For the fourth quarter ended December 31, 2010, the Company reported revenue of $100.4 million, a sequential quarter increase of $1.1 million from the third quarter of 2010 and a year-on-year decrease of $4.6 million from the fourth quarter of 2009.
On a GAAP basis, the Company reported a GAAP net loss for the quarter of $2.6 million or ($0.04) per share. This includes restructuring expense of $1.9 million or $0.03 per share. Excluding restructuring fourth quarter net loss was $671,000 or ($0.01) per share
Non-GAAP adjusted earnings for the fourth quarter was $1.6 million or $0.03 per share. The Company defines non-GAAP earnings as GAAP net income excluding merger, restructuring and related costs, stock-based compensation and amortization of acquisition-related intangible assets. Please see the section of this release entitled “Non-GAAP Financial Measures” and the attached table for details and reconciliations of this measure to the comparable GAAP measure.
“The fourth quarter came in as we expected with a short-term slowdown from our largest client,” continued Cowan. “Despite this headwind, we ramped our new account wins, strengthened our pipeline of new business, and continued to generate market demand for our GeoFluent real time translation technology. These achievements give us added confidence that we will accelerate revenue and profit in 2011.”

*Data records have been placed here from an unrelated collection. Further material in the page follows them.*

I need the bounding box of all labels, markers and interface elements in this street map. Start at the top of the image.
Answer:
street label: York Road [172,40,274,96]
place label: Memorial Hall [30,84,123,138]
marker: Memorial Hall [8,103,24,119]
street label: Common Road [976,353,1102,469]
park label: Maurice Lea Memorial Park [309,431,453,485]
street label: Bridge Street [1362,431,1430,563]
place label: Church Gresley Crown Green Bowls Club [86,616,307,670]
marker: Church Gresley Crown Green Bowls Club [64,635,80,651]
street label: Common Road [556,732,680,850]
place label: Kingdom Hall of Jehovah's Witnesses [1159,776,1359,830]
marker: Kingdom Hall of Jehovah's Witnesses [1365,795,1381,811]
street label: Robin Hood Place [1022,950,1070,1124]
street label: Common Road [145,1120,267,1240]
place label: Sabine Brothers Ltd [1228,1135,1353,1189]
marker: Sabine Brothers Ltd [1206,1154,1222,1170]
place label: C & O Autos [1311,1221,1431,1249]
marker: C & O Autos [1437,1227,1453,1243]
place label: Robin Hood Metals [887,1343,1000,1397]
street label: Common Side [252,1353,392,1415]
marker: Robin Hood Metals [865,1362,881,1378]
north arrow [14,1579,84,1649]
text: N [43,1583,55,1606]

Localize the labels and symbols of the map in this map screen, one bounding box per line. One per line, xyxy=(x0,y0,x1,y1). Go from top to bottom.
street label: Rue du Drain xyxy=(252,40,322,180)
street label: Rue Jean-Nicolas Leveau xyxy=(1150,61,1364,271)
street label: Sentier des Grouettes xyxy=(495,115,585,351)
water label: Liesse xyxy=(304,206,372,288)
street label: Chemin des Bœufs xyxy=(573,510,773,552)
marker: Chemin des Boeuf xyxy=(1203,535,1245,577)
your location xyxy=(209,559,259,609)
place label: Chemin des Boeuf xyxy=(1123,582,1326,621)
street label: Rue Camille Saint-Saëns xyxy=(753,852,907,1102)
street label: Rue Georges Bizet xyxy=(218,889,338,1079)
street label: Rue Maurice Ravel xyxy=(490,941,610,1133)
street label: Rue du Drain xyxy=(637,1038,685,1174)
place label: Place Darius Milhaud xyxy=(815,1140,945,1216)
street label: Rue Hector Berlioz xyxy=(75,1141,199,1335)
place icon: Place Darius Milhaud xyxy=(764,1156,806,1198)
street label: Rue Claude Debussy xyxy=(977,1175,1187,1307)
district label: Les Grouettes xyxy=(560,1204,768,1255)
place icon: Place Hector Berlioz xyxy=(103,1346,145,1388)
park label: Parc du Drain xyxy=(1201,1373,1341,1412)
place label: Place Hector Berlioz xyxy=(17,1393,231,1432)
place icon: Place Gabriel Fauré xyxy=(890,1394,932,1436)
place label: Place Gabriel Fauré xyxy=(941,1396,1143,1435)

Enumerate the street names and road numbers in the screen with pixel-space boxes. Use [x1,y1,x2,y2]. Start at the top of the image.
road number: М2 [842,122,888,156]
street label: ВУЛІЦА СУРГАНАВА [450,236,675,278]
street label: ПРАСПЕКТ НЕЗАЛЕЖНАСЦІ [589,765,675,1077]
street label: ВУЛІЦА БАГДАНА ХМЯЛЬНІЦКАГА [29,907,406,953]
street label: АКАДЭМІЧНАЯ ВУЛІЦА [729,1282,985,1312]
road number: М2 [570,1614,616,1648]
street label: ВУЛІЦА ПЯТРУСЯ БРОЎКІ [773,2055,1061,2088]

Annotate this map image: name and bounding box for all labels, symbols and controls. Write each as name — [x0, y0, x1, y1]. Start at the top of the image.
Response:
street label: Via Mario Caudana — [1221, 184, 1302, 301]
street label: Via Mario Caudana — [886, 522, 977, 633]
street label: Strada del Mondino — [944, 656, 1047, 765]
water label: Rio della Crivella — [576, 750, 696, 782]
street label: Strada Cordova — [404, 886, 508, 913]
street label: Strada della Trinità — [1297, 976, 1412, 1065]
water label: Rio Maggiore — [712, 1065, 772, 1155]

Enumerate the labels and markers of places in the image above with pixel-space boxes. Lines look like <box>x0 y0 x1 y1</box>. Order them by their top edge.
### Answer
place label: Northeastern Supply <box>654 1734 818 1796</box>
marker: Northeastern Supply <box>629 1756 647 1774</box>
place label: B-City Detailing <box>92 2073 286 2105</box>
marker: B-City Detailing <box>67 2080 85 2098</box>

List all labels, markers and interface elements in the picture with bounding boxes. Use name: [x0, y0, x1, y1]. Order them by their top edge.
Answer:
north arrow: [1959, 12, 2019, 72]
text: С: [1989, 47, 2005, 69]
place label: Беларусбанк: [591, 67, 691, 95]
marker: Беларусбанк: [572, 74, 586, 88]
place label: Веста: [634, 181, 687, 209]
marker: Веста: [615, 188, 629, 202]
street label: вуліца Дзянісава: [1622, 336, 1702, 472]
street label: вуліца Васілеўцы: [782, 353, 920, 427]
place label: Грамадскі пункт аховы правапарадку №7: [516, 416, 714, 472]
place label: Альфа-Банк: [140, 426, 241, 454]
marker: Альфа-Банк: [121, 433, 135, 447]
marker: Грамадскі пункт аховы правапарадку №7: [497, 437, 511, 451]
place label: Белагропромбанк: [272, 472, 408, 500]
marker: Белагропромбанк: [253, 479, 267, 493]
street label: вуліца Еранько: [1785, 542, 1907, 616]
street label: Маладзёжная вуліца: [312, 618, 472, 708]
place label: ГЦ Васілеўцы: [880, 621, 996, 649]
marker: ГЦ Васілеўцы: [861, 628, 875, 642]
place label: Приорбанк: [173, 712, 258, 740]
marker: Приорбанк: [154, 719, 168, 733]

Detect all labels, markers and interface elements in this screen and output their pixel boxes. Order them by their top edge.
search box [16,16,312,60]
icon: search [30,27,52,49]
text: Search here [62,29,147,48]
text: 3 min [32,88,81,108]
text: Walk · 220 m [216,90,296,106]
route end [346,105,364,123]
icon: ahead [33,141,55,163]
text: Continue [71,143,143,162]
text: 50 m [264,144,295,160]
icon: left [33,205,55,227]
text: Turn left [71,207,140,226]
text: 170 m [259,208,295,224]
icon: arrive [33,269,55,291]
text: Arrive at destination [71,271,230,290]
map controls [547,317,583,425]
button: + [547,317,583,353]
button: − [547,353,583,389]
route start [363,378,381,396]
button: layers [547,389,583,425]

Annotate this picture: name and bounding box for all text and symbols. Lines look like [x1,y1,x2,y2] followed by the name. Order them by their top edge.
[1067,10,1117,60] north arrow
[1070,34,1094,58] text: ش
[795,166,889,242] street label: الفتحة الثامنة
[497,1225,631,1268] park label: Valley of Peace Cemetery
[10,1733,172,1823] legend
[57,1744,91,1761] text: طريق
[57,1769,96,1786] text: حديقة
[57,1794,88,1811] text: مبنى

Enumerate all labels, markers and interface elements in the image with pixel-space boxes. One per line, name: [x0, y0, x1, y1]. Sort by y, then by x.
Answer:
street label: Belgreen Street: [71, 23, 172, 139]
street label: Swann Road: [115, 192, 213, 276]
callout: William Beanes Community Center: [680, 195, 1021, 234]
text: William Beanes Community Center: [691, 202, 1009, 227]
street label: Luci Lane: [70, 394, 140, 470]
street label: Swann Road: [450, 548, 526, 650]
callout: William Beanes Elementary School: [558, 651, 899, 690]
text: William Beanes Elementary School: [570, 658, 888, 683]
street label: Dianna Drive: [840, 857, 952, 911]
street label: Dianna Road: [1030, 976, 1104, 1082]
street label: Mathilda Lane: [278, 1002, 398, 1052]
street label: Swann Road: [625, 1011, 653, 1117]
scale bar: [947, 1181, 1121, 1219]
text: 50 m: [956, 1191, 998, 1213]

The Company reaffirmed its revenue expectations for the first quarter of 2011 with estimated revenue of $98 million to $102 million. Lionbridge also stated it expects sequential quarter and year-on-year growth in Q2 and strengthening further in the second half of 2011. The Company also reiterated its expectations for FY 2011 revenue growth of 5-10% with further growth in profitability.
1
Lionbridge management will conduct a conference call at 9:00 a.m. ET this morning to discuss financial performance for the quarter and other matters, including matters related to its future performance. To participate, callers within the United States can dial 800-857-9821 and international callers can dial 210-234-0023. The pass code for the call is Lionbridge. The conference call will also be available live via the Internet by accessingwww.lionbridge.com/webcast/Q42010
Non-GAAP Financial Measures In this release, the Company’s adjusted earnings, earnings excluding restructuring expenses, earnings per share excluding restructuring expenses and adjusted earnings per share, are not presented in accordance with generally accepted accounting principles (GAAP) and are not intended to be used in lieu of GAAP presentations of results of operations. These measures are presented because management believes they provide additional information to investors with respect to the performance of our fundamental business activities. These measures are Non-GAAP financial measures and should not be viewed as alternatives to GAAP measures of performance. Management believes the most directly comparable GAAP financial measure for adjusted earnings, earnings excluding restructuring expenses, earnings per share excluding restructuring expenses and adjusted earnings per share are net income and net income per share and has provided a reconciliation of these measures to net income (loss) at the end of this release.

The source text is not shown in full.